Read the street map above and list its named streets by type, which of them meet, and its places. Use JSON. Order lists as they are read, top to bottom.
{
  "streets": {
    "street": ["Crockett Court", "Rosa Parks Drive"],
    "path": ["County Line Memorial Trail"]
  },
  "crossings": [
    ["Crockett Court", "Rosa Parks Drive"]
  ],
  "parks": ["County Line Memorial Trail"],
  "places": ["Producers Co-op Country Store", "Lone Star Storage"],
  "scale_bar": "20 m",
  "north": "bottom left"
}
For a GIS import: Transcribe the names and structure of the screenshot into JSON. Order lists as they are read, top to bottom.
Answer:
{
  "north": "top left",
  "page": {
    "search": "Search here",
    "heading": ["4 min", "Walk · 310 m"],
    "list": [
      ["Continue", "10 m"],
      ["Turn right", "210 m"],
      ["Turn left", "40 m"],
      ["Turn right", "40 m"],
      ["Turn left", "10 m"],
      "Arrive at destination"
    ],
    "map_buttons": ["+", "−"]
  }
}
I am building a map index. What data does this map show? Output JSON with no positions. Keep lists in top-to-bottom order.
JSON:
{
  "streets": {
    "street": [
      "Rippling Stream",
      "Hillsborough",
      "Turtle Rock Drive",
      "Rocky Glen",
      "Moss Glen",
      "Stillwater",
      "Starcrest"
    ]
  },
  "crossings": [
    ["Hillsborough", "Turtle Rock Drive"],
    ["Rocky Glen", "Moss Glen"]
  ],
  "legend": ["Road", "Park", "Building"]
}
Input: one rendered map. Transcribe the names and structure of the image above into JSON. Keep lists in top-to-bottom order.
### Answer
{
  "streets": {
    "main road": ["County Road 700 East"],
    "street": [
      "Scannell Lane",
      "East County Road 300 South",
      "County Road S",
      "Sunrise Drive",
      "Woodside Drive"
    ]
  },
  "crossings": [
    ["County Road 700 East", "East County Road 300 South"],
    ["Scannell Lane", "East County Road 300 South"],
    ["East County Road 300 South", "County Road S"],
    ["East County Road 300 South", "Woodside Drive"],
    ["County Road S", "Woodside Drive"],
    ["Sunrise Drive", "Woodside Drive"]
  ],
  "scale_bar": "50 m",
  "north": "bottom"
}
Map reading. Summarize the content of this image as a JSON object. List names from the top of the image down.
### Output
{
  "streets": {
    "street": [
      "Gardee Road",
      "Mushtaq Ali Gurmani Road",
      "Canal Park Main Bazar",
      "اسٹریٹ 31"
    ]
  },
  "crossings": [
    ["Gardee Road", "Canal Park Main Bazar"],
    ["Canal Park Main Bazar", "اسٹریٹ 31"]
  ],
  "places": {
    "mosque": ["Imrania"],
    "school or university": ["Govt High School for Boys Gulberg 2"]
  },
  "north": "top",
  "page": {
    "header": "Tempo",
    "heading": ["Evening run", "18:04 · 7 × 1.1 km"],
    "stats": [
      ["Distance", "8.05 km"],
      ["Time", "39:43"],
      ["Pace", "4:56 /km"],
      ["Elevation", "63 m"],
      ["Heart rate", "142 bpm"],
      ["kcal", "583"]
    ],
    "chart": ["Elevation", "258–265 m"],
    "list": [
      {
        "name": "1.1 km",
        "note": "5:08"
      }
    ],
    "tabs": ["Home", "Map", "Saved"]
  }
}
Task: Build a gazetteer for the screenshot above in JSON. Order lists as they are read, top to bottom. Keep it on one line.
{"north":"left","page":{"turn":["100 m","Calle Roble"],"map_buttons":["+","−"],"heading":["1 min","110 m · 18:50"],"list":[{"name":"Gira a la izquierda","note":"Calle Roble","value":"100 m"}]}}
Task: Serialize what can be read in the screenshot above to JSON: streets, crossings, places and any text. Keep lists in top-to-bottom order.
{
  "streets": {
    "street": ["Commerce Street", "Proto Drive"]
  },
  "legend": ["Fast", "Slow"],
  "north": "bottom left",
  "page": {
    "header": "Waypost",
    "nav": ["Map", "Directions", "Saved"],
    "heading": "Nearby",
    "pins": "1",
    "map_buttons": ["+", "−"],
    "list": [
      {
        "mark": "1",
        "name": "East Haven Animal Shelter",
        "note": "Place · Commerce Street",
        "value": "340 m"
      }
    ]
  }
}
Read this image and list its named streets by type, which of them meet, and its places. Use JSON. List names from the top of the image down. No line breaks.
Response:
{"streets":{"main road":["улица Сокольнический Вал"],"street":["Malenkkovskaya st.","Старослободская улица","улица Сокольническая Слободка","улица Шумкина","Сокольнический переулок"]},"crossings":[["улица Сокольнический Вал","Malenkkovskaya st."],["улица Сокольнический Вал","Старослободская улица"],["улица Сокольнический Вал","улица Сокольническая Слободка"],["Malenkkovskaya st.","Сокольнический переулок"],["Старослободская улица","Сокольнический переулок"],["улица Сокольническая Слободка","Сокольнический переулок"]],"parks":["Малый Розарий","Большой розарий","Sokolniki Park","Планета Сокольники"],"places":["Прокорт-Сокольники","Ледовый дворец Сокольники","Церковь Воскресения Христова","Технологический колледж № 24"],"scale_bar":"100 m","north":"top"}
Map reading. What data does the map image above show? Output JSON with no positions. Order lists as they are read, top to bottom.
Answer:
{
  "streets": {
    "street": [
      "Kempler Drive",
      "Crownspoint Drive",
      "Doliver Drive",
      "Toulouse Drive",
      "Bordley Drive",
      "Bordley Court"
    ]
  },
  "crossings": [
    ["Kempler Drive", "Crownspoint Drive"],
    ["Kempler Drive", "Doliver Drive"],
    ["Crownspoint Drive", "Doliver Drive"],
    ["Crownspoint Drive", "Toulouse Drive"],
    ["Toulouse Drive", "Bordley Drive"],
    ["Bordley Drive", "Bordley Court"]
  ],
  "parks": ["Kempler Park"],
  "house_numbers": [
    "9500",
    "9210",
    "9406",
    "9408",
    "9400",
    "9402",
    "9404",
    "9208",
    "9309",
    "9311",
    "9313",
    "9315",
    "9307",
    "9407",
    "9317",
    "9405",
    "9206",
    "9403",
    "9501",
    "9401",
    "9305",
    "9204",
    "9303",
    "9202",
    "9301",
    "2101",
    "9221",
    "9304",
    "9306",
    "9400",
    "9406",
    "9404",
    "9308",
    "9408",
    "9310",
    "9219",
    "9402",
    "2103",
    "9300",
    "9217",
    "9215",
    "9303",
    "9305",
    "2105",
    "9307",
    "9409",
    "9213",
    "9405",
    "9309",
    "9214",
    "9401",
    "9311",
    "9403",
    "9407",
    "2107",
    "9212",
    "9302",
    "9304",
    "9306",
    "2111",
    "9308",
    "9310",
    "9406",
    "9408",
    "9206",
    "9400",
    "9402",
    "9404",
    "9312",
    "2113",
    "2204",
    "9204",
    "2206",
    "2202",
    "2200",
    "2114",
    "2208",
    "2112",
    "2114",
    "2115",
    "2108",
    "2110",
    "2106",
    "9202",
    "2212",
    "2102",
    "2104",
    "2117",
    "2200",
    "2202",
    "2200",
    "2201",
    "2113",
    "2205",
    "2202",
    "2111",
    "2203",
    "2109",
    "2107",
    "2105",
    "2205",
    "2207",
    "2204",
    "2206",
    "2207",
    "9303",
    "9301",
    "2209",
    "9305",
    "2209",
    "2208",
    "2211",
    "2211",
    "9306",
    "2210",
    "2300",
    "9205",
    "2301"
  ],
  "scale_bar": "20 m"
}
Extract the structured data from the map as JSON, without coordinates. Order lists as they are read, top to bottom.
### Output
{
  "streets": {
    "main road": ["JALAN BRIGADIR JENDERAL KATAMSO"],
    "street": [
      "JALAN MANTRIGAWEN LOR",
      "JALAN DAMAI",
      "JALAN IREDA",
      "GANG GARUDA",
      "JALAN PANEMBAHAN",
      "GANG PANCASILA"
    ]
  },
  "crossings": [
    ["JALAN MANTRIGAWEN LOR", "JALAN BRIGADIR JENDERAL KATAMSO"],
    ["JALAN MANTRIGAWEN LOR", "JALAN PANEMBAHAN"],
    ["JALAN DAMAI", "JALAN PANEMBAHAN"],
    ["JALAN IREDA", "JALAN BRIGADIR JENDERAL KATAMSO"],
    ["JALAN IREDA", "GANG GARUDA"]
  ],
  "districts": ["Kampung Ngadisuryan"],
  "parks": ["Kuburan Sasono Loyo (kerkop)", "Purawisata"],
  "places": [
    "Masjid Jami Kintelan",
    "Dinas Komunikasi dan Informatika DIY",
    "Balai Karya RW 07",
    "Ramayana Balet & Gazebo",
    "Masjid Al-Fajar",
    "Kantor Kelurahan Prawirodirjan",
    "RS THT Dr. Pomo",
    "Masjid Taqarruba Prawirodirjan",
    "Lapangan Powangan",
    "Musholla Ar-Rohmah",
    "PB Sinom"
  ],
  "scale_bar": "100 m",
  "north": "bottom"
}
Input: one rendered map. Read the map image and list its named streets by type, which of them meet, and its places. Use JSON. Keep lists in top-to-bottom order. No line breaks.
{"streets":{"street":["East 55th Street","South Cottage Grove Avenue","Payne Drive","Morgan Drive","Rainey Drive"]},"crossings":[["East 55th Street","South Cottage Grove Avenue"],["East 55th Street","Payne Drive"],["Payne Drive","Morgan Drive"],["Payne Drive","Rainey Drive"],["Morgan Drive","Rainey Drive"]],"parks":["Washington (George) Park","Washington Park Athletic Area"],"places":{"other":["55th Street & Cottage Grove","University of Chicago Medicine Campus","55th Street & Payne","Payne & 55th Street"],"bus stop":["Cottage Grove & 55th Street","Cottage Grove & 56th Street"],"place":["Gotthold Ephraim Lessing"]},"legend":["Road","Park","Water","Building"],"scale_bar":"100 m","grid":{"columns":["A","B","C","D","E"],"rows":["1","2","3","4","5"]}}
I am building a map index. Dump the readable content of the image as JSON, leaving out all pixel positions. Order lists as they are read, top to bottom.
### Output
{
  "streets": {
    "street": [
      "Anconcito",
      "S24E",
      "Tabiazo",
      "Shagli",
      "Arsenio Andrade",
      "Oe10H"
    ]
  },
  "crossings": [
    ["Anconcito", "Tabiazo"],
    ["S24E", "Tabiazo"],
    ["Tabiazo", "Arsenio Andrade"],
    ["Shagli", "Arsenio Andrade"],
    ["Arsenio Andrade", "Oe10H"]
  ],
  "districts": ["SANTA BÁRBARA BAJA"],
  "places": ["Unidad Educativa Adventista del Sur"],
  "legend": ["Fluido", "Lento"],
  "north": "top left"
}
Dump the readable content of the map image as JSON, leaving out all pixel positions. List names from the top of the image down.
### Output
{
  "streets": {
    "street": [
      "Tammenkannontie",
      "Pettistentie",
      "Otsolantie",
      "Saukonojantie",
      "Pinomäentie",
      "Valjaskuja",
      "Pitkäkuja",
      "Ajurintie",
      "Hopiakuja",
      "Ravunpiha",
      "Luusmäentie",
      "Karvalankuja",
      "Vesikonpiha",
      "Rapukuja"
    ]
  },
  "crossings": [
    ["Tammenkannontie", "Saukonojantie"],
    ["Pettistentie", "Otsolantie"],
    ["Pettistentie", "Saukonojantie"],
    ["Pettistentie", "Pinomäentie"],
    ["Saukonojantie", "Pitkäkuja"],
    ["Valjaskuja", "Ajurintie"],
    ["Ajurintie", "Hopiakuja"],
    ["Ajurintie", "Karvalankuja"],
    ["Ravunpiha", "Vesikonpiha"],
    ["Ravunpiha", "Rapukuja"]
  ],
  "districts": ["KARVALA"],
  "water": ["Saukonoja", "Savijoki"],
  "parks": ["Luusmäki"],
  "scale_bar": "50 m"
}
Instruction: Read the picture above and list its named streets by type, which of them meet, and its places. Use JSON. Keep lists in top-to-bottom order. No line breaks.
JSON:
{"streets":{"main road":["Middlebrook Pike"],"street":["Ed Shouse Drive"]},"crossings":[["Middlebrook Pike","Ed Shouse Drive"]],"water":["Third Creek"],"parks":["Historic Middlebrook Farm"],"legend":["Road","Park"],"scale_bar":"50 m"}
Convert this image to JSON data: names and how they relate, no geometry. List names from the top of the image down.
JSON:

**Your assignment**
Return every line from the entries above that includes the word "Transcribe".

**Response**
For a GIS import: Transcribe the names and structure of the screenshot into JSON. Order lists as they are read, top to bottom.
Input: one rendered map. Transcribe the names and structure of the image above into JSON. Keep lists in top-to-bottom order.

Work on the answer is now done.